Skipping all pictures, set down the lines of the listing from the first through the one with "Bounding boxes for".

__DATA EXTRACTS__:

· · · · ·

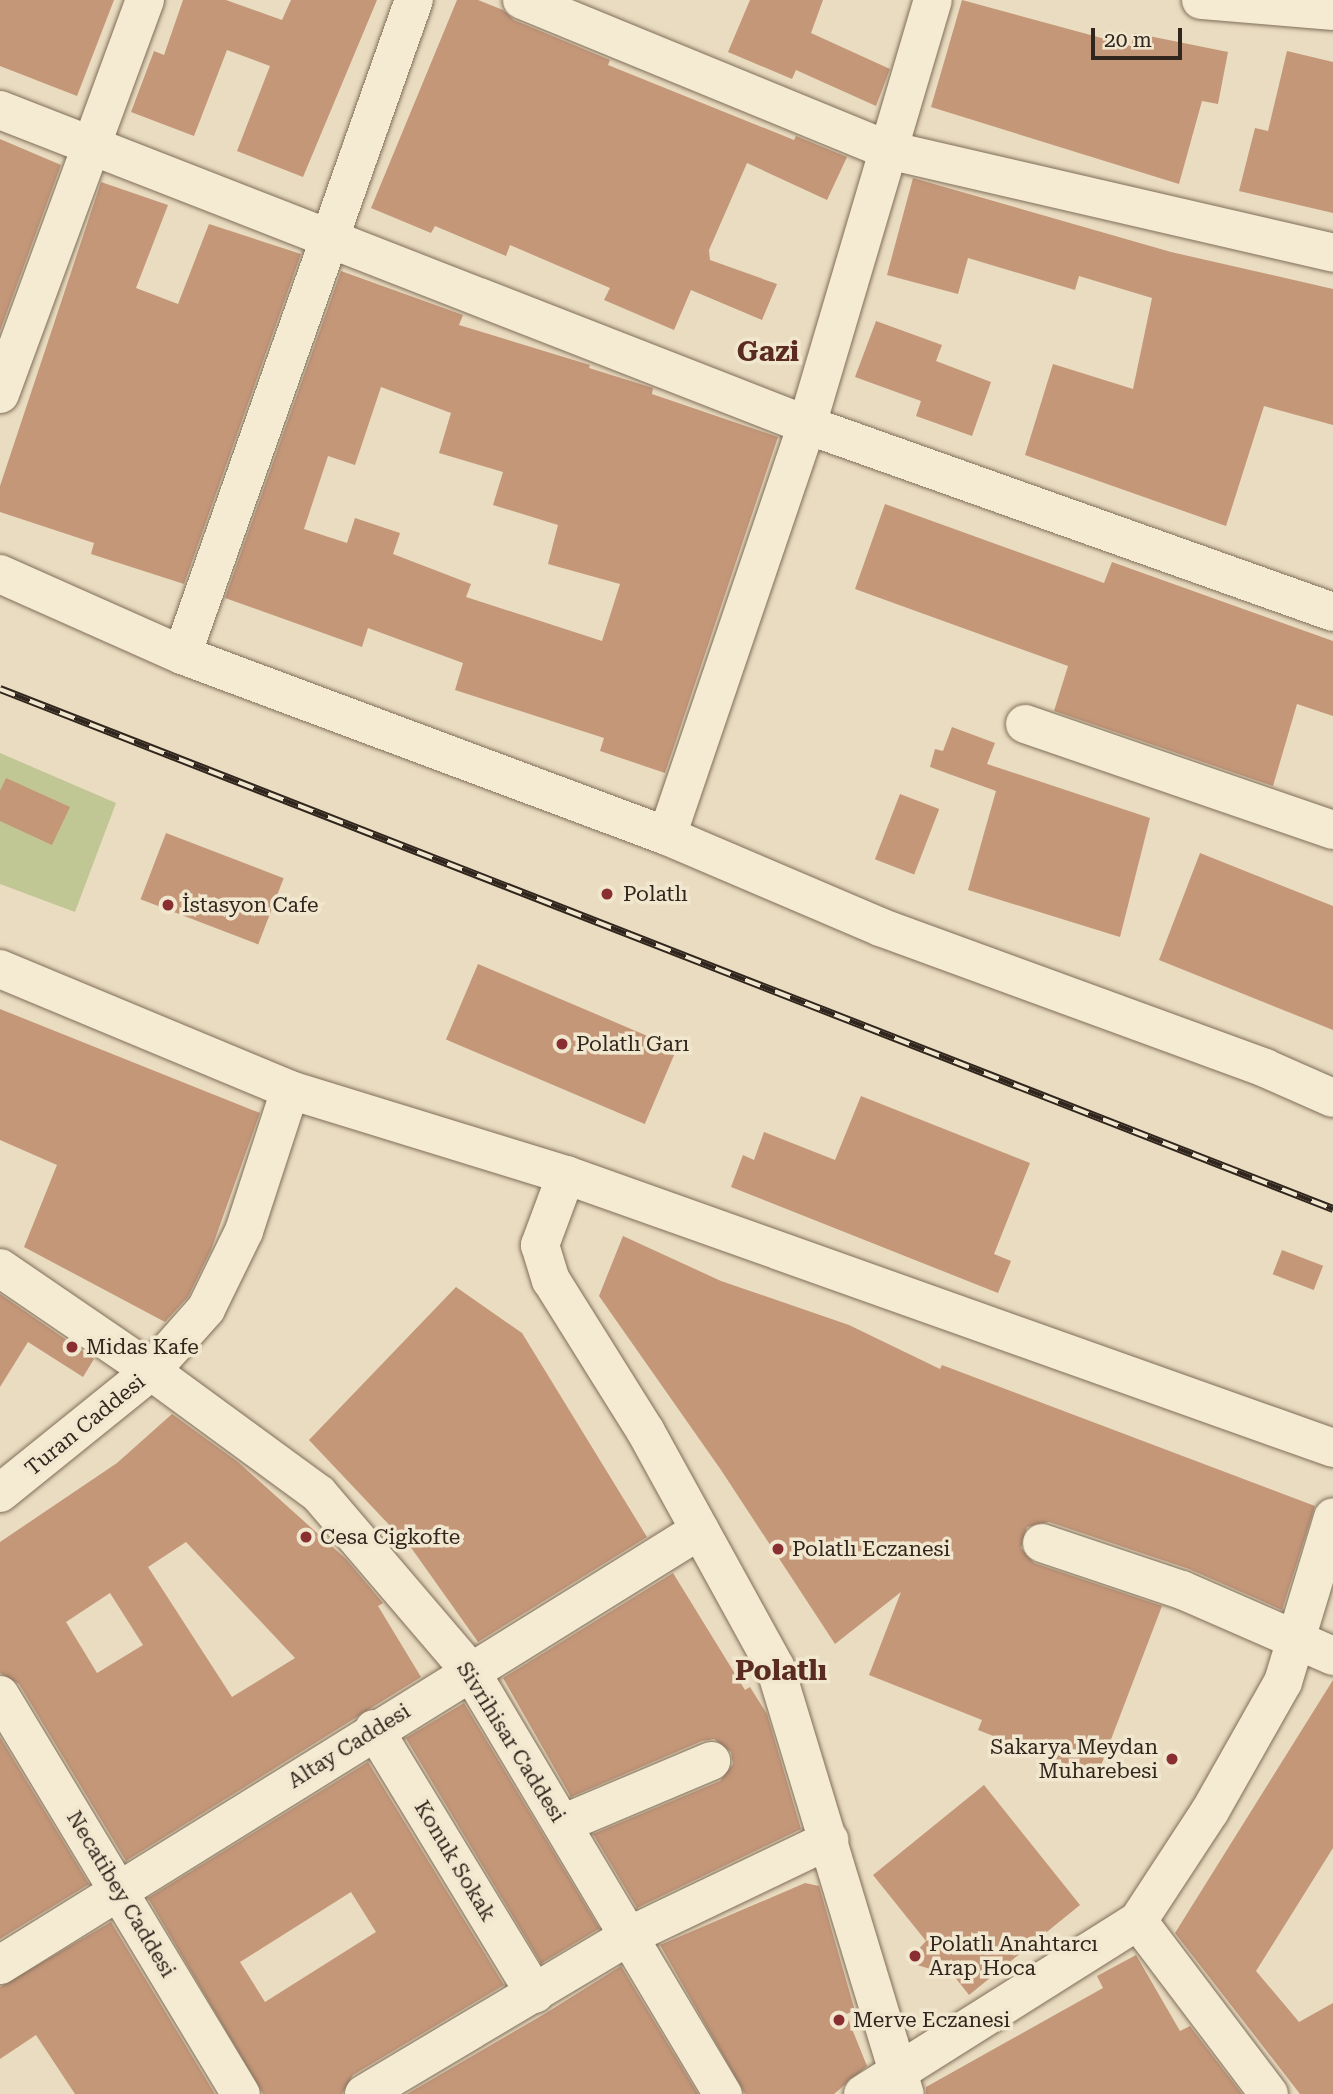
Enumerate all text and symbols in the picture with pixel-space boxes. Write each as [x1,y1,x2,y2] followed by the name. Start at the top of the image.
[1095,14,1186,58] scale bar
[1104,28,1152,52] text: 20 m
[737,335,799,369] district label: Gazi
[623,881,688,907] place label: Polatlı
[597,884,617,904] marker: Polatlı
[182,892,319,918] place label: İstasyon Cafe
[160,897,176,913] marker: İstasyon Cafe
[576,1031,689,1057] place label: Polatlı Garı
[554,1036,570,1052] marker: Polatlı Garı
[86,1334,199,1360] place label: Midas Kafe
[64,1339,80,1355] marker: Midas Kafe
[20,1369,150,1481] street label: Turan Caddesi
[320,1524,460,1550] place label: Cesa Cigkofte
[298,1529,314,1545] marker: Cesa Cigkofte
[792,1536,950,1562] place label: Polatlı Eczanesi
[770,1541,786,1557] marker: Polatlı Eczanesi
[735,1654,827,1688] district label: Polatlı
[452,1657,570,1827] street label: Sivrihisar Caddesi
[283,1698,415,1794] street label: Altay Caddesi
[990,1734,1158,1784] place label: Sakarya Meydan Muharebesi
[1164,1751,1180,1767] marker: Sakarya Meydan Muharebesi
[409,1796,501,1926] street label: Konuk Sokak
[61,1806,181,1982] street label: Necatibey Caddesi
[929,1931,1098,1981] place label: Polatlı Anahtarcı Arap Hoca
[907,1948,923,1964] marker: Polatlı Anahtarcı Arap Hoca
[853,2007,1010,2033] place label: Merve Eczanesi
[831,2012,847,2028] marker: Merve Eczanesi

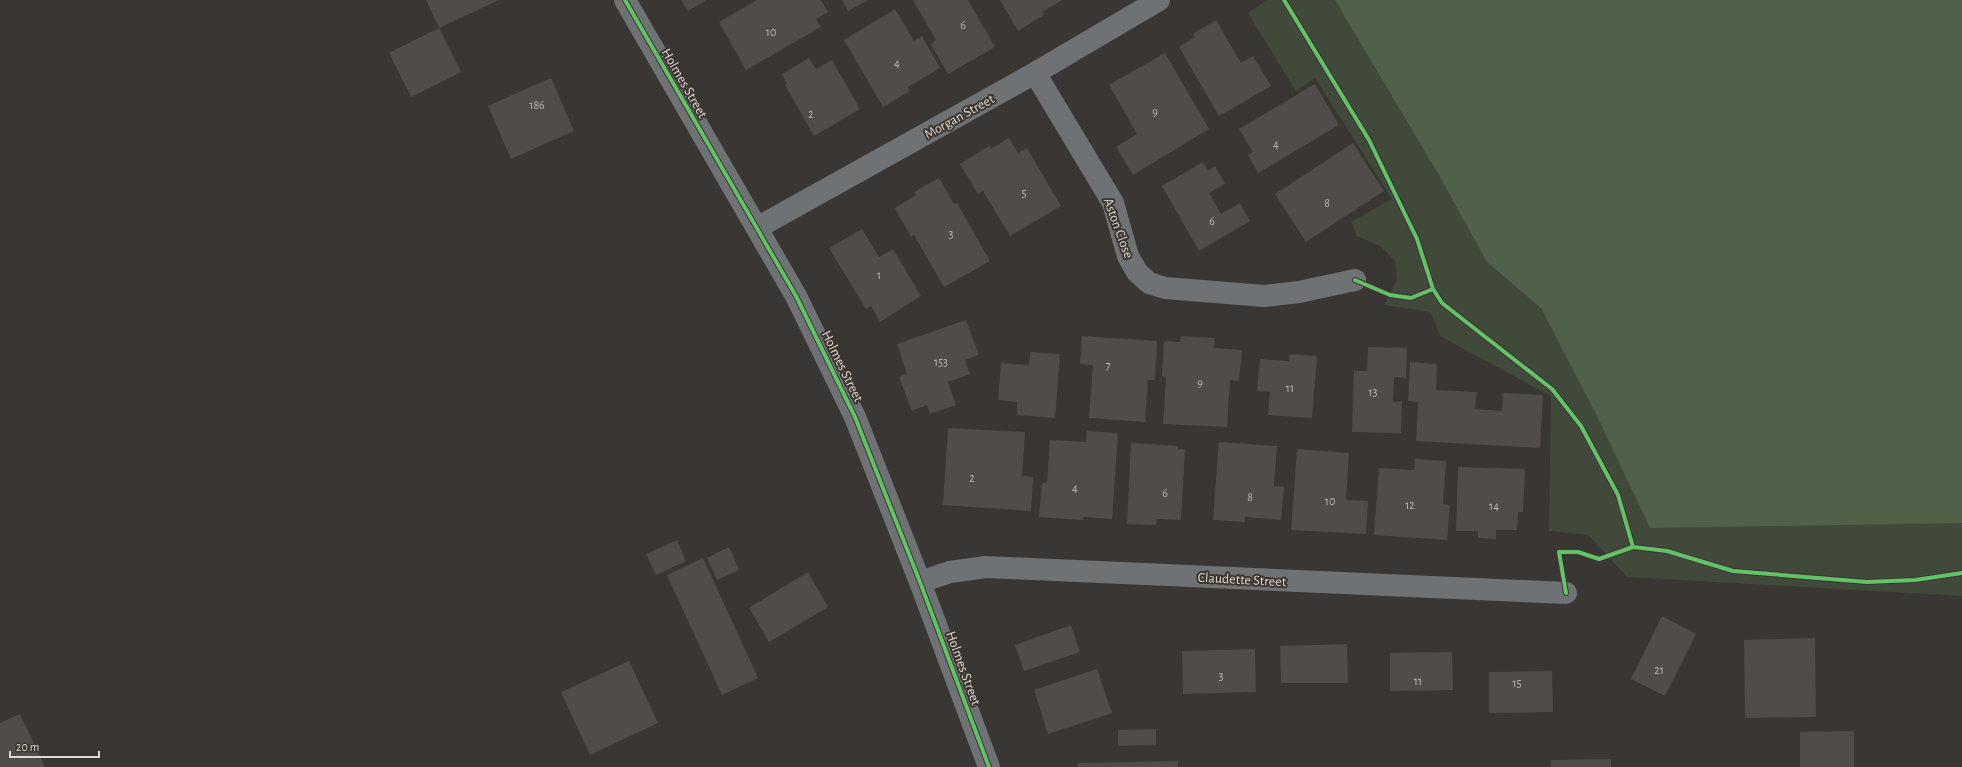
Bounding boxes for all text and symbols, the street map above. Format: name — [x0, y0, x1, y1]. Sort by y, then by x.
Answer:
house number: 6 — [960, 19, 966, 31]
house number: 10 — [766, 26, 776, 38]
street label: Holmes Street — [659, 46, 710, 121]
house number: 4 — [894, 57, 900, 69]
street label: Morgan Street — [922, 92, 997, 142]
house number: 186 — [529, 99, 545, 111]
house number: 9 — [1152, 106, 1158, 118]
house number: 2 — [808, 108, 814, 120]
house number: 4 — [1273, 138, 1279, 150]
house number: 5 — [1021, 187, 1027, 199]
street label: Aston Close — [1101, 196, 1135, 260]
house number: 8 — [1324, 197, 1330, 209]
house number: 6 — [1209, 215, 1215, 227]
house number: 3 — [949, 228, 954, 240]
house number: 1 — [877, 269, 881, 281]
street label: Holmes Street — [819, 328, 866, 405]
house number: 153 — [934, 356, 948, 368]
house number: 7 — [1105, 359, 1111, 371]
house number: 9 — [1197, 377, 1203, 389]
house number: 11 — [1286, 382, 1294, 394]
house number: 13 — [1368, 386, 1378, 398]
house number: 2 — [969, 472, 975, 484]
house number: 4 — [1072, 482, 1078, 494]
house number: 6 — [1162, 487, 1168, 499]
house number: 8 — [1247, 491, 1253, 503]
house number: 10 — [1325, 495, 1335, 507]
house number: 12 — [1405, 499, 1415, 511]
house number: 14 — [1489, 500, 1499, 512]
street label: Claudette Street — [1197, 571, 1287, 589]
street label: Holmes Street — [943, 629, 983, 708]
house number: 21 — [1654, 664, 1664, 676]
house number: 3 — [1219, 670, 1224, 682]
house number: 11 — [1414, 675, 1422, 687]
house number: 15 — [1512, 677, 1522, 689]
scale bar — [10, 733, 99, 759]
text: 20 m — [16, 741, 39, 753]

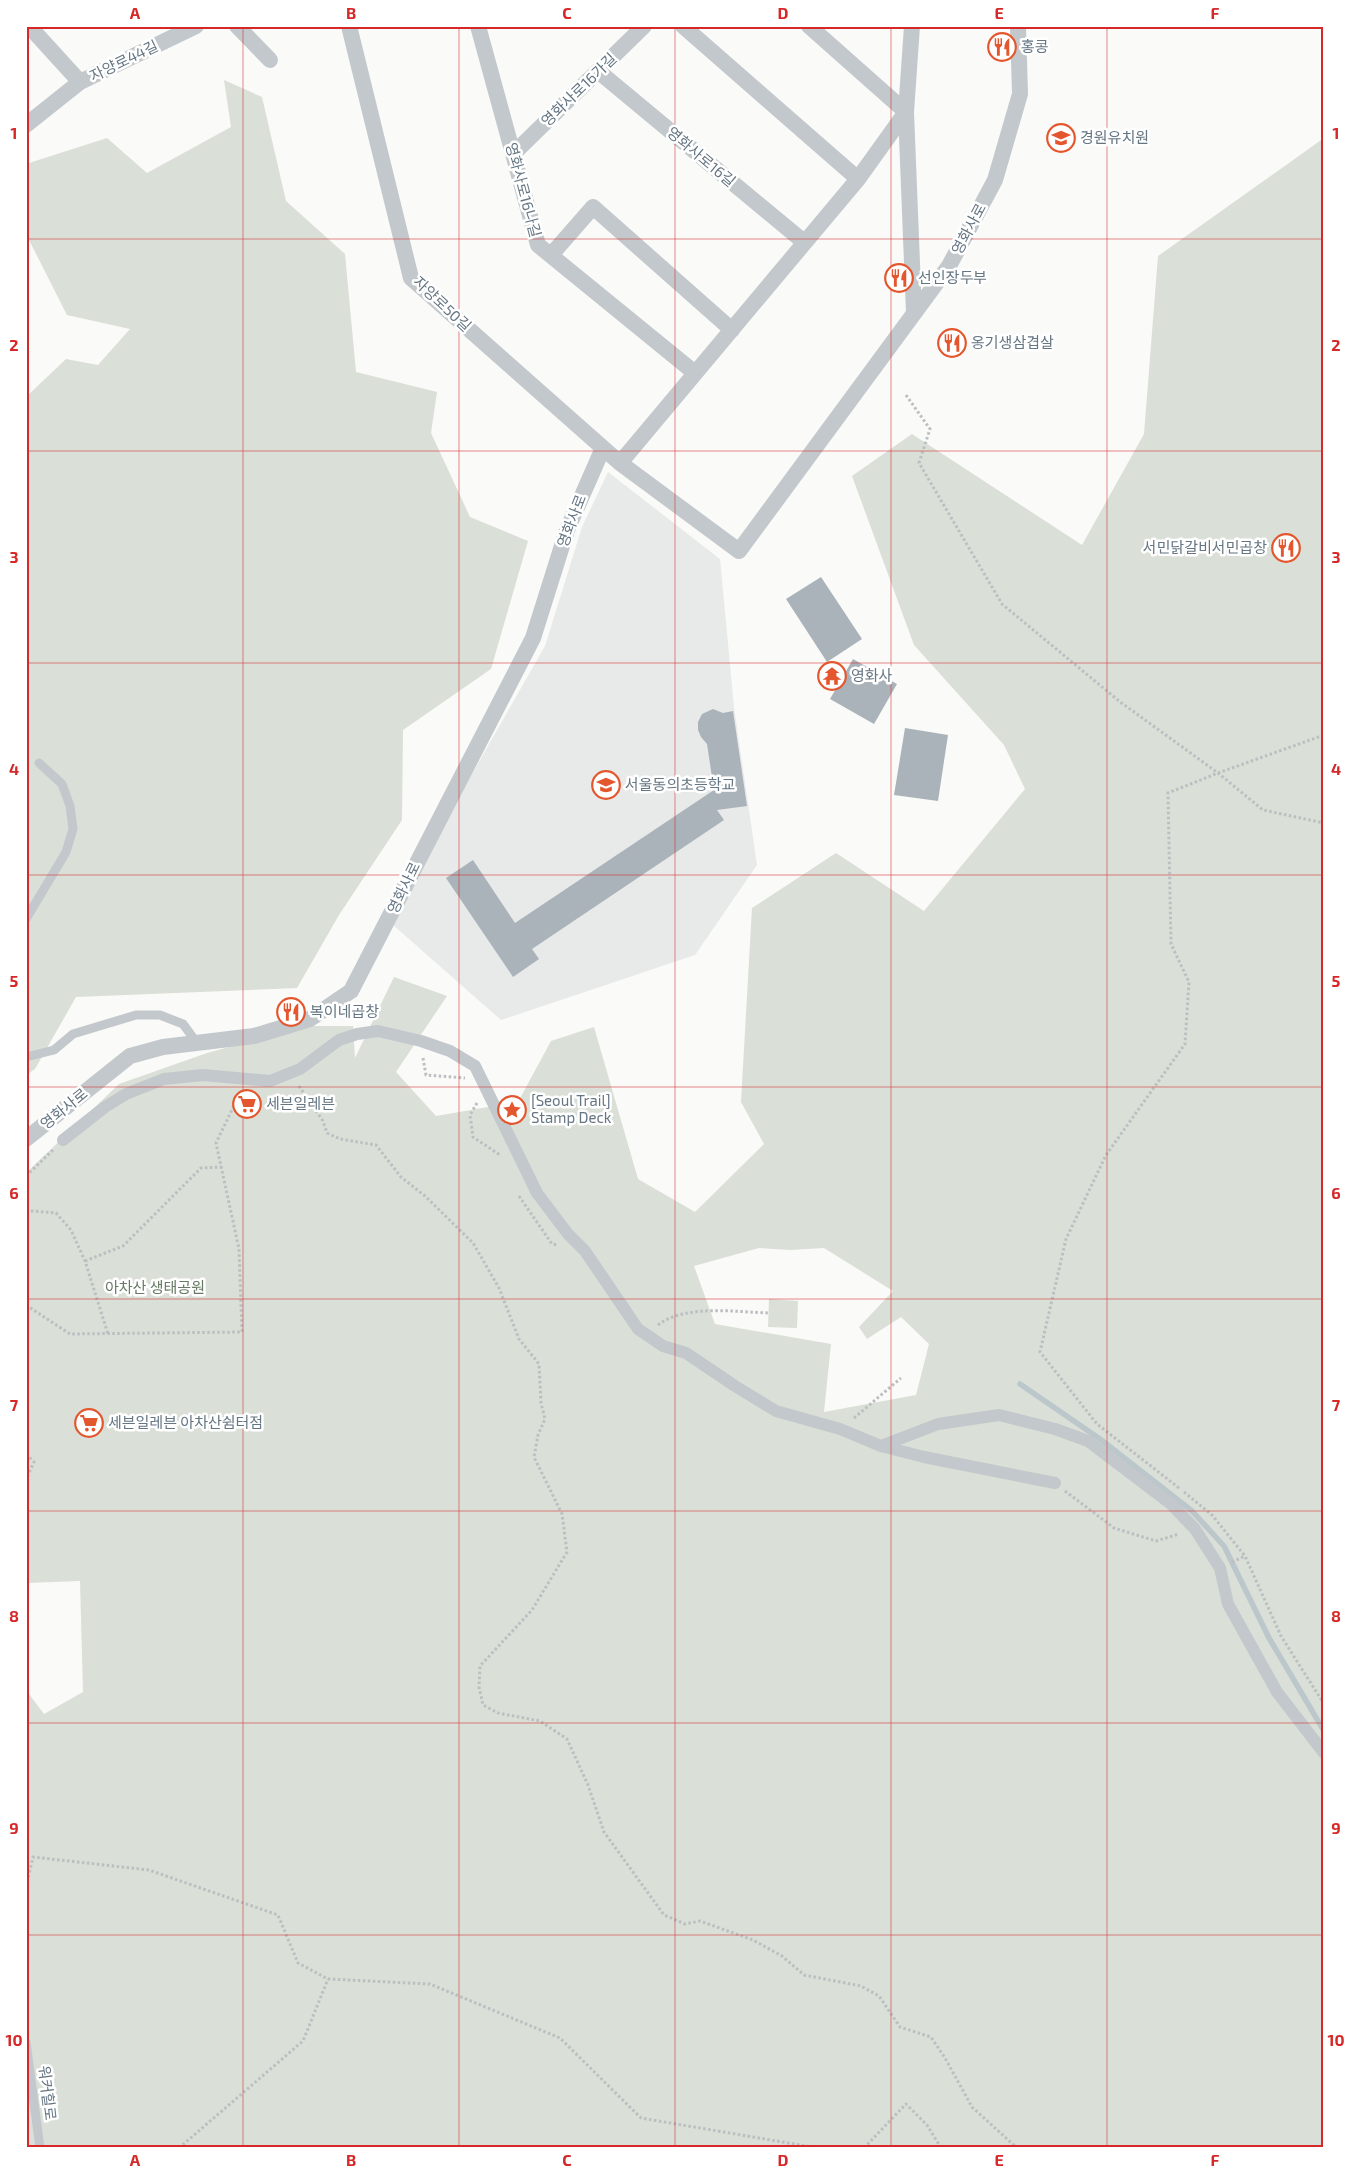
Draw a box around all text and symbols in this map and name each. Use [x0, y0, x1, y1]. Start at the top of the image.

· · · · ·

__EXERCISE OUTPUT__:
Enumerate all text and symbols in the picture with pixel-space boxes. Write each as [x1,y1,x2,y2] followed by the name. Start at the top of the image.
[1095,14,1186,58] scale bar
[1104,28,1152,52] text: 20 m
[737,335,799,369] district label: Gazi
[623,881,688,907] place label: Polatlı
[597,884,617,904] marker: Polatlı
[182,892,319,918] place label: İstasyon Cafe
[160,897,176,913] marker: İstasyon Cafe
[576,1031,689,1057] place label: Polatlı Garı
[554,1036,570,1052] marker: Polatlı Garı
[86,1334,199,1360] place label: Midas Kafe
[64,1339,80,1355] marker: Midas Kafe
[20,1369,150,1481] street label: Turan Caddesi
[320,1524,460,1550] place label: Cesa Cigkofte
[298,1529,314,1545] marker: Cesa Cigkofte
[792,1536,950,1562] place label: Polatlı Eczanesi
[770,1541,786,1557] marker: Polatlı Eczanesi
[735,1654,827,1688] district label: Polatlı
[452,1657,570,1827] street label: Sivrihisar Caddesi
[283,1698,415,1794] street label: Altay Caddesi
[990,1734,1158,1784] place label: Sakarya Meydan Muharebesi
[1164,1751,1180,1767] marker: Sakarya Meydan Muharebesi
[409,1796,501,1926] street label: Konuk Sokak
[61,1806,181,1982] street label: Necatibey Caddesi
[929,1931,1098,1981] place label: Polatlı Anahtarcı Arap Hoca
[907,1948,923,1964] marker: Polatlı Anahtarcı Arap Hoca
[853,2007,1010,2033] place label: Merve Eczanesi
[831,2012,847,2028] marker: Merve Eczanesi

Bounding boxes for all text and symbols, the street map above. Format: name — [x0, y0, x1, y1]. Sort by y, then by x.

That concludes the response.